Seine Frau Maryam nicht. Zu der Zeit doktorierte sie an der Universität Bern, erhielt aber kein Visum, um in die USA zu reisen. Auch Erfan Haghighi durfte das Land nicht verlassen, da er ansonsten nicht mehr hätte einreisen können. «Das war eine unglaublich aufwühlende Zeit.» Weil Demokraten das verhängte Einreiseverbot vor Gericht zogen, ergab sich ein kurzes Fenster von wenigen Wochen, um als Muslim in die USA reisen zu dürfen. «Meine Frau kündete Hals über Kopf ihren PhD, stieg in den Flieger und fand glücklicherweise schnell eine Stelle an der Universität Harvard.»

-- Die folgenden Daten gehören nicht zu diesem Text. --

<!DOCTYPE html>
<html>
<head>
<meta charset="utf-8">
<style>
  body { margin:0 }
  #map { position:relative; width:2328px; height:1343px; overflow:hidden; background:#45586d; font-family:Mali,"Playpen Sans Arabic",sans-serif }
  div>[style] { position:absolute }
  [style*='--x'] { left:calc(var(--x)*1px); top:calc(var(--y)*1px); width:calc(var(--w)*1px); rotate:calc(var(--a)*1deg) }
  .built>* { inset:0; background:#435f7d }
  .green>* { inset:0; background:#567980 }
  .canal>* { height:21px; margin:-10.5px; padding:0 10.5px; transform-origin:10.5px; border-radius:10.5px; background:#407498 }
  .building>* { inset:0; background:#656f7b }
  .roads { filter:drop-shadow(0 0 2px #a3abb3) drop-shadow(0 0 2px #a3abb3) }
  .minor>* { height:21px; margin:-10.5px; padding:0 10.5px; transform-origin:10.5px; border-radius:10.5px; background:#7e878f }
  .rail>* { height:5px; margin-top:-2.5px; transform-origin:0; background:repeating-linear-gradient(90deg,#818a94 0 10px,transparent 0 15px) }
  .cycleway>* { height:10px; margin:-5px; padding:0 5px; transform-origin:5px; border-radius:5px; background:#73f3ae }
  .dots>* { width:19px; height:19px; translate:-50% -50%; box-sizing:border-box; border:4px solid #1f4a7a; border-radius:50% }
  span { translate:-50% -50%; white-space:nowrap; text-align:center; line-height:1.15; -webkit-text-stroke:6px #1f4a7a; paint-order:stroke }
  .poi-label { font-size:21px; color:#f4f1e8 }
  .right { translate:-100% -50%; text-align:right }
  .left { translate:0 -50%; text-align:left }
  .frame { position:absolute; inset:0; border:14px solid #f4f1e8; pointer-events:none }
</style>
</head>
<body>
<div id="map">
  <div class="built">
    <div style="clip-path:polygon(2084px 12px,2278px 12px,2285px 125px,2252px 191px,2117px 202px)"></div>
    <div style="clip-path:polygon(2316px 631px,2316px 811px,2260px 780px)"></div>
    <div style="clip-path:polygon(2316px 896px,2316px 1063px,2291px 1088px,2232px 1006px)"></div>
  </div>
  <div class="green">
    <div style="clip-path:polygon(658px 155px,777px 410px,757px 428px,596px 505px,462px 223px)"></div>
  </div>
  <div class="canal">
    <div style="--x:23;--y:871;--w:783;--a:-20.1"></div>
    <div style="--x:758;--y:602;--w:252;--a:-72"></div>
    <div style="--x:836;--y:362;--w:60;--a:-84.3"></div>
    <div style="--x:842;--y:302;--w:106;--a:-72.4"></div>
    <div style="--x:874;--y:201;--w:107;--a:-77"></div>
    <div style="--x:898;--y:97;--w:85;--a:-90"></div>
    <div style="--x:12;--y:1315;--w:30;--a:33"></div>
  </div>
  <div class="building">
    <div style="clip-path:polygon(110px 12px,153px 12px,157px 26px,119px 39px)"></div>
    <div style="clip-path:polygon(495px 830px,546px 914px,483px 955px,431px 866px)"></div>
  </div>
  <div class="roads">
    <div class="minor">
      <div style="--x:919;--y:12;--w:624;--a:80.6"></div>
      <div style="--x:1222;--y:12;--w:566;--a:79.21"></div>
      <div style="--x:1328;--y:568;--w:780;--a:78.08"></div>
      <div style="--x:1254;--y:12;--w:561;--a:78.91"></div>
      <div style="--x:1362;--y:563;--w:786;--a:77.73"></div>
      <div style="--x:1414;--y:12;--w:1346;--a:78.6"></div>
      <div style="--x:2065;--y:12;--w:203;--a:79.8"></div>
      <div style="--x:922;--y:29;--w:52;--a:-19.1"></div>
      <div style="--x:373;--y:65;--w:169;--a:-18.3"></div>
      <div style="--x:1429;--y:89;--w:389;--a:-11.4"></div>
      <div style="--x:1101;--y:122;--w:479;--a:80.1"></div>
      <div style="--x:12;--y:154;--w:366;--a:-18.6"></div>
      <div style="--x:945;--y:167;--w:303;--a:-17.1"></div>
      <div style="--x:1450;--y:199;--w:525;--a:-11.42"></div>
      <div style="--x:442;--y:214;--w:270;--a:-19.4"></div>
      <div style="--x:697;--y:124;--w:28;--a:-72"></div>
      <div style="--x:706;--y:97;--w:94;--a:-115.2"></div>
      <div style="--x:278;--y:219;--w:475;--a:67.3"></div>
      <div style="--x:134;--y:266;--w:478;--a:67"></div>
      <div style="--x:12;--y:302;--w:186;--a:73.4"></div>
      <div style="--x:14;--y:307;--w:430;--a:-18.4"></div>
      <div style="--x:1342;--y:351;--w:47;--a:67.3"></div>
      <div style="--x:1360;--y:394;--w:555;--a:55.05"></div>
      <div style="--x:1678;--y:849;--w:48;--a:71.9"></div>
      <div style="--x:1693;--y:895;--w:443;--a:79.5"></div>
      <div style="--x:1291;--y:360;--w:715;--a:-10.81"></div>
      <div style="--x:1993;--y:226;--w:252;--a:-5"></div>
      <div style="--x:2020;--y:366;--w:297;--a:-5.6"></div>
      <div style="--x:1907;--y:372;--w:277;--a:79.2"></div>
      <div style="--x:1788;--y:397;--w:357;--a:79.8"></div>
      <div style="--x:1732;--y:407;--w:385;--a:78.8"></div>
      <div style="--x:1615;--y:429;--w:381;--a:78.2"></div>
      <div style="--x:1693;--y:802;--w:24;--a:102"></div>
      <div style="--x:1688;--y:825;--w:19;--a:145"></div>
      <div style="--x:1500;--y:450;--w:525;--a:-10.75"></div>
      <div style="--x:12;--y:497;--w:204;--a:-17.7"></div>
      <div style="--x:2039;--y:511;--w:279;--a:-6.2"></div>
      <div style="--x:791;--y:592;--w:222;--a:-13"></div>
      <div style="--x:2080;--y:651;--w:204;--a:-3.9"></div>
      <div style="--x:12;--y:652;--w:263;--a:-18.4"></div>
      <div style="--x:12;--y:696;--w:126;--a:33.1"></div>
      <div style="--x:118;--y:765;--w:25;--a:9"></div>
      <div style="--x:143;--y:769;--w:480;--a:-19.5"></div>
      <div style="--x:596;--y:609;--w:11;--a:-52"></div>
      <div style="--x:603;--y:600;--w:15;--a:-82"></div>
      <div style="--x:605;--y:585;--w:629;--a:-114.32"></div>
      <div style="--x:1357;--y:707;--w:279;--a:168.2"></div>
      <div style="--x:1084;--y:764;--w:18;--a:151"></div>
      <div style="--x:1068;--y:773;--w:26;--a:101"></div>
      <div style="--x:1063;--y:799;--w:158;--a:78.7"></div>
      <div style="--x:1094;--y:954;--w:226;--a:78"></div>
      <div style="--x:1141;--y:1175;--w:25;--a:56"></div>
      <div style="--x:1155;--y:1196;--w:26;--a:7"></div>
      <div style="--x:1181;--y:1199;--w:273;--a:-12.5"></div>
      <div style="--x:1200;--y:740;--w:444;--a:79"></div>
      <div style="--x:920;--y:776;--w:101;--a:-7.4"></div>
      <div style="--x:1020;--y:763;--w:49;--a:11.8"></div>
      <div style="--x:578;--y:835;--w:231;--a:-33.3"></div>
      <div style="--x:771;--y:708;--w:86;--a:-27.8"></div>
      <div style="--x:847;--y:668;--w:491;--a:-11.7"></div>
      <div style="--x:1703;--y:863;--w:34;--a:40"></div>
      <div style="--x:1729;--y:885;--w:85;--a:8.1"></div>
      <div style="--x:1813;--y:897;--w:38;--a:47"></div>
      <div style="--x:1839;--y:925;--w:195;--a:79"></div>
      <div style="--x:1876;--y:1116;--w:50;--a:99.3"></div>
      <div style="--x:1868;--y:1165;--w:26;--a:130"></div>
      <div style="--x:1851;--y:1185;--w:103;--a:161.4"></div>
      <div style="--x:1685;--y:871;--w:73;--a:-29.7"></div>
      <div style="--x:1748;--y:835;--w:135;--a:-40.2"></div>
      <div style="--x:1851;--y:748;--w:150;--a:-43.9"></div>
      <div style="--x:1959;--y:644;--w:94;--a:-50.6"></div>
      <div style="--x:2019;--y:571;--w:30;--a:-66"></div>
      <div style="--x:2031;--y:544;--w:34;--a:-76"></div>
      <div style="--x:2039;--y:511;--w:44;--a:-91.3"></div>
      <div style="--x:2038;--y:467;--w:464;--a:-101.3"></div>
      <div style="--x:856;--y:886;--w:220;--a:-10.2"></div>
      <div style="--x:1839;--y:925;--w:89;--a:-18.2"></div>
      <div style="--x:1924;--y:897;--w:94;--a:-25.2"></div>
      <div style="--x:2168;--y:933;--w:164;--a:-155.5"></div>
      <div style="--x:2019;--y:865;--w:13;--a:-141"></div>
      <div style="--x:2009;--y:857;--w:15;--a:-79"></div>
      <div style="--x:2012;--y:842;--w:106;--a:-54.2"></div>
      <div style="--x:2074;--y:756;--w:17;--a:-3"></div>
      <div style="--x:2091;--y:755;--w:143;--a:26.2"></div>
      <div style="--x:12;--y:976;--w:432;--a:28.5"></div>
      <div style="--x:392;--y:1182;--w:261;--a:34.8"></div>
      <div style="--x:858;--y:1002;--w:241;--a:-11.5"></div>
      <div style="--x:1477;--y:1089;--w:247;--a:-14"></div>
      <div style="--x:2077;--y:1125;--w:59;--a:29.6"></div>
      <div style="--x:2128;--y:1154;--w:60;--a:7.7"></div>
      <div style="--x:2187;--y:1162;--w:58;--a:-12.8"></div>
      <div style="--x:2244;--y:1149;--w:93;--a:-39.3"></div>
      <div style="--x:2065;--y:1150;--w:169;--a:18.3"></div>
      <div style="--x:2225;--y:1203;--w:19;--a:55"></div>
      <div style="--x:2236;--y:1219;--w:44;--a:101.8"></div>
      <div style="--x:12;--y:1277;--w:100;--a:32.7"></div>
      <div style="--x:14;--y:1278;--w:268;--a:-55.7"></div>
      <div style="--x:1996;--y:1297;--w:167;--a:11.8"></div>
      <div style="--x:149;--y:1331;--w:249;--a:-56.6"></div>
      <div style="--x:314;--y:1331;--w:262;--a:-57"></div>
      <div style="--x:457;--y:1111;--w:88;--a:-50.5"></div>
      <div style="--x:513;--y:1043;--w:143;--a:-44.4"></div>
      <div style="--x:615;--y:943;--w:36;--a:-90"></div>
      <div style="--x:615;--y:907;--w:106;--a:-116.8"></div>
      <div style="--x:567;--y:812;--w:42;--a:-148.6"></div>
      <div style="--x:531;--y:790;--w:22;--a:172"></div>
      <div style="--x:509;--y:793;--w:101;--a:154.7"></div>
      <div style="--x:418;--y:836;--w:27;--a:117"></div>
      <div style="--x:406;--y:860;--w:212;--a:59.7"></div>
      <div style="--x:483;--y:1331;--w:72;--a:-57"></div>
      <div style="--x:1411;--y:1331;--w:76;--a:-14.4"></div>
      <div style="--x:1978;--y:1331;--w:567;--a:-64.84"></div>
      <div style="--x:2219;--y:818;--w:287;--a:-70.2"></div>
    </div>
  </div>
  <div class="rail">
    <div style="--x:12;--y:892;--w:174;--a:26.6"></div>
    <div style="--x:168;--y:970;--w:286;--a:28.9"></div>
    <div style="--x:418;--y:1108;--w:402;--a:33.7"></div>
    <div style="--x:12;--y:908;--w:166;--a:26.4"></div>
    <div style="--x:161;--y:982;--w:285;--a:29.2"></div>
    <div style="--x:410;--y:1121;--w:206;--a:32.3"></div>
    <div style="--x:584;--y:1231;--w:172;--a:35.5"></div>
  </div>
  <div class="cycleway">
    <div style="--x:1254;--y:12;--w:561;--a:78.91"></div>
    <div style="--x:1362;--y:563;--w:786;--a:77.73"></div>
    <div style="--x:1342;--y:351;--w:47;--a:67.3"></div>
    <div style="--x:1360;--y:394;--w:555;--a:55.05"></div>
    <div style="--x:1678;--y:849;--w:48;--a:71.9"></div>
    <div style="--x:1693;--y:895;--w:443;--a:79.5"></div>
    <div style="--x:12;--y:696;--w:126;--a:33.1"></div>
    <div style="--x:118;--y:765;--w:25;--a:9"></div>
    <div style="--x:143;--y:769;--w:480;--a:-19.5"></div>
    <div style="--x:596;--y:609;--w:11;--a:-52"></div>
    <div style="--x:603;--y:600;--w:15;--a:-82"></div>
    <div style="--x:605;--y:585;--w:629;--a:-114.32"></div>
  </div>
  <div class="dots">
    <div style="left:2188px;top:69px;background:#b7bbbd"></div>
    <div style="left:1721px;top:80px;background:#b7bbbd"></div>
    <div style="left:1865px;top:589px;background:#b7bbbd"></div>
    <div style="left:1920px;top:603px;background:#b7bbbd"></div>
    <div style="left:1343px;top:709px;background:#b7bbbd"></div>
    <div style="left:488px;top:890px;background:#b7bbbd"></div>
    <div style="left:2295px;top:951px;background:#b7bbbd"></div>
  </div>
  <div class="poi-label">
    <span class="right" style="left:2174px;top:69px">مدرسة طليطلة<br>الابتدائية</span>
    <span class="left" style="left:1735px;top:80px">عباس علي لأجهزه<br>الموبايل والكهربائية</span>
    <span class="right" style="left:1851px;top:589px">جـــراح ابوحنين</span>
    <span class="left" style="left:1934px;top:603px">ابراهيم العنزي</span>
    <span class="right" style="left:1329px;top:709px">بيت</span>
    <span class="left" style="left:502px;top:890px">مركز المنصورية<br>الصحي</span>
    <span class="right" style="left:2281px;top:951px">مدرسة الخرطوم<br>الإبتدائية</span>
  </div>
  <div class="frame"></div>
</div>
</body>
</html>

Vor seinem USA-Aufenthalt studierte Haghighi Maschinenbau an der Technologischen Universität Sharif in Teheran (Iran) und absolvierte an der ETH Zürich seinen PhD. Während dieser Zeit gewann er die Schweiz sehr gerne: Die Landschaft, das Wetter - sogar das Schweizerdeutsche. So gefiel Erfan und Maryam Haghighi das Leben in Boston zwar. Trotzdem entschieden sie sich zurück in die Schweiz zu ziehen, als Erfan Haghighi im Jahr 2018 ein Angebot der Eawag und Universität Zürich in der Fernerkundungsgruppe der Abteilung W+T erhalten hatte. Seit Anfang 2020 arbeitet er nun als Leiter Forschung und Entwicklung für ein Startup in Zürich. Dieses spezialisiert sich darauf, mithilfe von Pflanzen, Sensoren und Big Data die Luftqualität in Büroräumen zu verbessern und die Temperatur zu regulieren. «Das ist viel umweltfreundlicher als Klimaanlagen», sagt er.
Einzig die iranische Küche fehlt ihm manchmal. «Ursprünglich stamme ich aus einem iranischen Ort, der sich City of Food and Tea nennt». Der Ort namens Lahijan liegt im Norden Irans nahe des Kaspischen Meers, wo der Boden Tee, Reis, Gemüse und Früchte hervorbringt. Verspürt er besonders Lust nach iranischem Essen, gönnt er sich persisches Kebab in seinem Lieblingsrestaurant. Um die Kalorien derweil muss er sich keine Gedanken mache, denn diese verbrennt er beim Fussballspielen, Superkondi BodyAttack und Rennen – sei es während eines Sonntagvormittag-Laufs, an der Sola-Stafette oder gar an einem Marathon.
Fatima Alkhatib
«Mein Traumberuf war schon immer Chemielaborantin», sagt Fatima Alkhatib, die unglaublich schnell und beinahe fehlerfreies Deutsch spricht. Das, obwohl sie erst vor knapp fünf Jahren aus Syrien in die Schweiz kam.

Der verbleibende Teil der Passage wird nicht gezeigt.